The X-ray telescope requires (a posteriori) attitude determination with an accuracy of at least 0.5º in order to reconstruct the pointing vector of the X-ray telescope. This accuracy is achieved by using the measurements of a fine sun sensor (measuring in 2 axis) and a 3-axes magnetometer. The sun direction corresponds to the scan plane normal, the magnetic field vector indicates the scan phase (angle). An on-board orbit propagation function is providing the orbital sub-satellite location, needed for the evaluation of the magnetic field measurement.

Since the momentum wheel axis is arranged perpendicular to the solar generator plane, the angular momentum stored in the wheel is always on the generator plane normal. To direct this axis to the sun (and to maintain this direction) the 3 magnetic torquers are applied.
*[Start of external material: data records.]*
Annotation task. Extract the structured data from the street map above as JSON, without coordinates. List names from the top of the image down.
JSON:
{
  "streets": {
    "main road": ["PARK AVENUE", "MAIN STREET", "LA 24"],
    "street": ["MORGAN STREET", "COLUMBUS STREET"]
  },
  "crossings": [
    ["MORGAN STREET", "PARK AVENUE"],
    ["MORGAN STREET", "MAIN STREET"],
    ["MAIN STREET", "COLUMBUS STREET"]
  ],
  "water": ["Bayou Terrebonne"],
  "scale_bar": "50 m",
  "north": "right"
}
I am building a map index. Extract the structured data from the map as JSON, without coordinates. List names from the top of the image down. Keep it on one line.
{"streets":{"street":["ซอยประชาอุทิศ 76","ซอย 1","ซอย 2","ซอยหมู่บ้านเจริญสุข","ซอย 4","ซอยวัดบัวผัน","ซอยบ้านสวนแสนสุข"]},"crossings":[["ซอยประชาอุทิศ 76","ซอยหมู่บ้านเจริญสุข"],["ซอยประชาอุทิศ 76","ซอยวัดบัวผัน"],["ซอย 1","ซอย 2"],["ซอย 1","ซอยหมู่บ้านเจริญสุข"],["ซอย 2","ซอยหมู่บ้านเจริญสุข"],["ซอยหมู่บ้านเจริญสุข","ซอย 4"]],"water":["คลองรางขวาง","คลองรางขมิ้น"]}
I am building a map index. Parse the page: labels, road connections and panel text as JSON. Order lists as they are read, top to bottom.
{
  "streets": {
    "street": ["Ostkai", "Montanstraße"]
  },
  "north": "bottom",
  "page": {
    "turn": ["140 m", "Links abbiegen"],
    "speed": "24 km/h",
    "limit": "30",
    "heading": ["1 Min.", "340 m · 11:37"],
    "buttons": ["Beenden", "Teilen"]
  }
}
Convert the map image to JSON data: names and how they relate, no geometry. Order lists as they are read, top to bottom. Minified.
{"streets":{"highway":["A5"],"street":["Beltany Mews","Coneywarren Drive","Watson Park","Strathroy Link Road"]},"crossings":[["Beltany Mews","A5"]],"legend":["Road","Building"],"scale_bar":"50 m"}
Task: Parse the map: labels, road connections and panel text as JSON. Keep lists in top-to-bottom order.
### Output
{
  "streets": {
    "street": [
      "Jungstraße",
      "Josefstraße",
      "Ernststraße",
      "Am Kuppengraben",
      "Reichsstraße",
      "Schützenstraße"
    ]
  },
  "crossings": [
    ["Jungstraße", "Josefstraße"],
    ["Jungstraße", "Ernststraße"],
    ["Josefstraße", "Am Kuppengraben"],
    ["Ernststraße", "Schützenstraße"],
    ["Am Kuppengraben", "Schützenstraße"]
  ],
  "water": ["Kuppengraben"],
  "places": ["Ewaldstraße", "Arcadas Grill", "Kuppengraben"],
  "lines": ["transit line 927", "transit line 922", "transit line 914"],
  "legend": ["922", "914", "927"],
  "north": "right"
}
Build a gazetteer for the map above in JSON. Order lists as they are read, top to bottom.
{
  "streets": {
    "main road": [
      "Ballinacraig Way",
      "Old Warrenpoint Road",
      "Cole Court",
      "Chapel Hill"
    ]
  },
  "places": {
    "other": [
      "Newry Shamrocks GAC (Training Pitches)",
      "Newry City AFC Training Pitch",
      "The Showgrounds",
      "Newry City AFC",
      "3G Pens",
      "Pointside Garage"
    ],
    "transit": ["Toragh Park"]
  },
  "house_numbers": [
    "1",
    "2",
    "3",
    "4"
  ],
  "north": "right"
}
The angular movement around this axis (i.e. the scan phase) is controlled by the reaction wheel speed variation.

Operational modes of the ACS:

- Momentum biased stabilization with nominally two scan rotations per orbit while maintaining the solar array sun pointed (the rotation speed can be adjusted).

- Nadir optimized pointing with one scan per orbit, the momentum vector (and solar array) are being pointed towards the sun

- Fixed scan angle with the solar array pointed towards sun. This mode allows prolonged pointing and exposure time for the X-ray telescope.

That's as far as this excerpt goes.